What you are asked to do =>
For this exercise, copy out each line of the material below that includes "Tuga".

Given data =>
========
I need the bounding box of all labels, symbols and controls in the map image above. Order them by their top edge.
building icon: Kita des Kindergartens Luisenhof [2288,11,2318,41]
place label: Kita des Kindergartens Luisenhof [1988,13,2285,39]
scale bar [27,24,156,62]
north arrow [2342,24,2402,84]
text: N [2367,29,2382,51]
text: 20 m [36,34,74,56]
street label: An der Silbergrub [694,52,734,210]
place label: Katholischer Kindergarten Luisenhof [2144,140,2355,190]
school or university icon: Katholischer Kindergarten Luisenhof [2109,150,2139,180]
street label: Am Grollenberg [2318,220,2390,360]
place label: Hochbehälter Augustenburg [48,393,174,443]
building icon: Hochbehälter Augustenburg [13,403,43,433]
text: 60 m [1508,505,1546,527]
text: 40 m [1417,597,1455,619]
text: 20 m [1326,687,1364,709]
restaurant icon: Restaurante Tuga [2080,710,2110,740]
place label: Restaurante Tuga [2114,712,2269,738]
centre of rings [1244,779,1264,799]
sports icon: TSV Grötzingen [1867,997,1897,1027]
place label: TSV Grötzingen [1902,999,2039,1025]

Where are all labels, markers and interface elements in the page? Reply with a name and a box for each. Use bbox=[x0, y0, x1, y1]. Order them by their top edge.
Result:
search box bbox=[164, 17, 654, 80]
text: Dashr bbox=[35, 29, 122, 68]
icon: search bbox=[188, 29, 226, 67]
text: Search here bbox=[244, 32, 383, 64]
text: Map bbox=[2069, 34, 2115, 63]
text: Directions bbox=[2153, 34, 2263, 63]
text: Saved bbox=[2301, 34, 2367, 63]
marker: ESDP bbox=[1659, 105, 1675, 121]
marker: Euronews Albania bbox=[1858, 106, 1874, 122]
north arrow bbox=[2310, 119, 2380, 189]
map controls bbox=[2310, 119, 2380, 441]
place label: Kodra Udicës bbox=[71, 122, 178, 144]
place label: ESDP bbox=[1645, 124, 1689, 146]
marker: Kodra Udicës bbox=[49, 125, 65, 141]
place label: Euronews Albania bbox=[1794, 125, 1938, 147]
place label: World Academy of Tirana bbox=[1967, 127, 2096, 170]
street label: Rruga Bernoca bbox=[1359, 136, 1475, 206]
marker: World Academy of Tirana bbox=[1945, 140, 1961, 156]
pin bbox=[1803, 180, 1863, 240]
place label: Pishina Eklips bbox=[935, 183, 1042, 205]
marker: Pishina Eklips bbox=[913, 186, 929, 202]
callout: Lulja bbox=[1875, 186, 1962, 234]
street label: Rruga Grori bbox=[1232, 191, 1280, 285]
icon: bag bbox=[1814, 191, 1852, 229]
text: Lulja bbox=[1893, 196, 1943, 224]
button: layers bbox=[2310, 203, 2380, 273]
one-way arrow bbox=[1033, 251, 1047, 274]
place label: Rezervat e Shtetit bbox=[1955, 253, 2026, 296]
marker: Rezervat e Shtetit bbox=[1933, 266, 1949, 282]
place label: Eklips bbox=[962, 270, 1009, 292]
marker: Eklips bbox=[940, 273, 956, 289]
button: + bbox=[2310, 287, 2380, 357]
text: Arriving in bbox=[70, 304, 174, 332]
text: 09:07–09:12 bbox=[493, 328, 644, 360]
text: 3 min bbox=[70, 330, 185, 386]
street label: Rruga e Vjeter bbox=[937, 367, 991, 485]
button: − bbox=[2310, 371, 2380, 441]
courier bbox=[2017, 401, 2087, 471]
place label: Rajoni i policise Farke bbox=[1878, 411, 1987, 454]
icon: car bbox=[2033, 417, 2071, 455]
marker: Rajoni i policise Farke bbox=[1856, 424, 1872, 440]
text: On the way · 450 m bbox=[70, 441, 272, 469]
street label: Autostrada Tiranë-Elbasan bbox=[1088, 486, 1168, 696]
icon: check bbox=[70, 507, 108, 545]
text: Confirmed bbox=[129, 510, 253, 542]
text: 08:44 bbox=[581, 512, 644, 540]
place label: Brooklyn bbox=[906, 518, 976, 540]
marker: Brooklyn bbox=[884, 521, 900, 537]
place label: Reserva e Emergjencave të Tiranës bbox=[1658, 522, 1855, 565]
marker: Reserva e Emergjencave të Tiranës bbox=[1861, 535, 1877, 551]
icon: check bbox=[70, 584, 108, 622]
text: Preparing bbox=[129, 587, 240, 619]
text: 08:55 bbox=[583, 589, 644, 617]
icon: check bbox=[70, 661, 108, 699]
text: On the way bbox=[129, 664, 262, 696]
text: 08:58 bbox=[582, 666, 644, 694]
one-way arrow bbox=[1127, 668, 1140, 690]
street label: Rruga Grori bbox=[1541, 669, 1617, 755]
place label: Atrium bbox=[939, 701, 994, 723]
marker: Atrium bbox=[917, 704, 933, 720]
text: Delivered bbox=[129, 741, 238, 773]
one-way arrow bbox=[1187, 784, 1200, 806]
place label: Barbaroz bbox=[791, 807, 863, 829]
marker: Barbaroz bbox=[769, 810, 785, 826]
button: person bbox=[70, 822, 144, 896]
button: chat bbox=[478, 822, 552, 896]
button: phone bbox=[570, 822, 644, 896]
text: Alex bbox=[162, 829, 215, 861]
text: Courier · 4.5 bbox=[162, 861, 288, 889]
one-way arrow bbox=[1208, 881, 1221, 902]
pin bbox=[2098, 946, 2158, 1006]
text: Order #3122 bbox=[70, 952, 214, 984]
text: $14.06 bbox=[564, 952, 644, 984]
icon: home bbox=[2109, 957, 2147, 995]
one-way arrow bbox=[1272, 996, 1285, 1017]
========
Response =>
restaurant icon: Restaurante Tuga [2080,710,2110,740]
place label: Restaurante Tuga [2114,712,2269,738]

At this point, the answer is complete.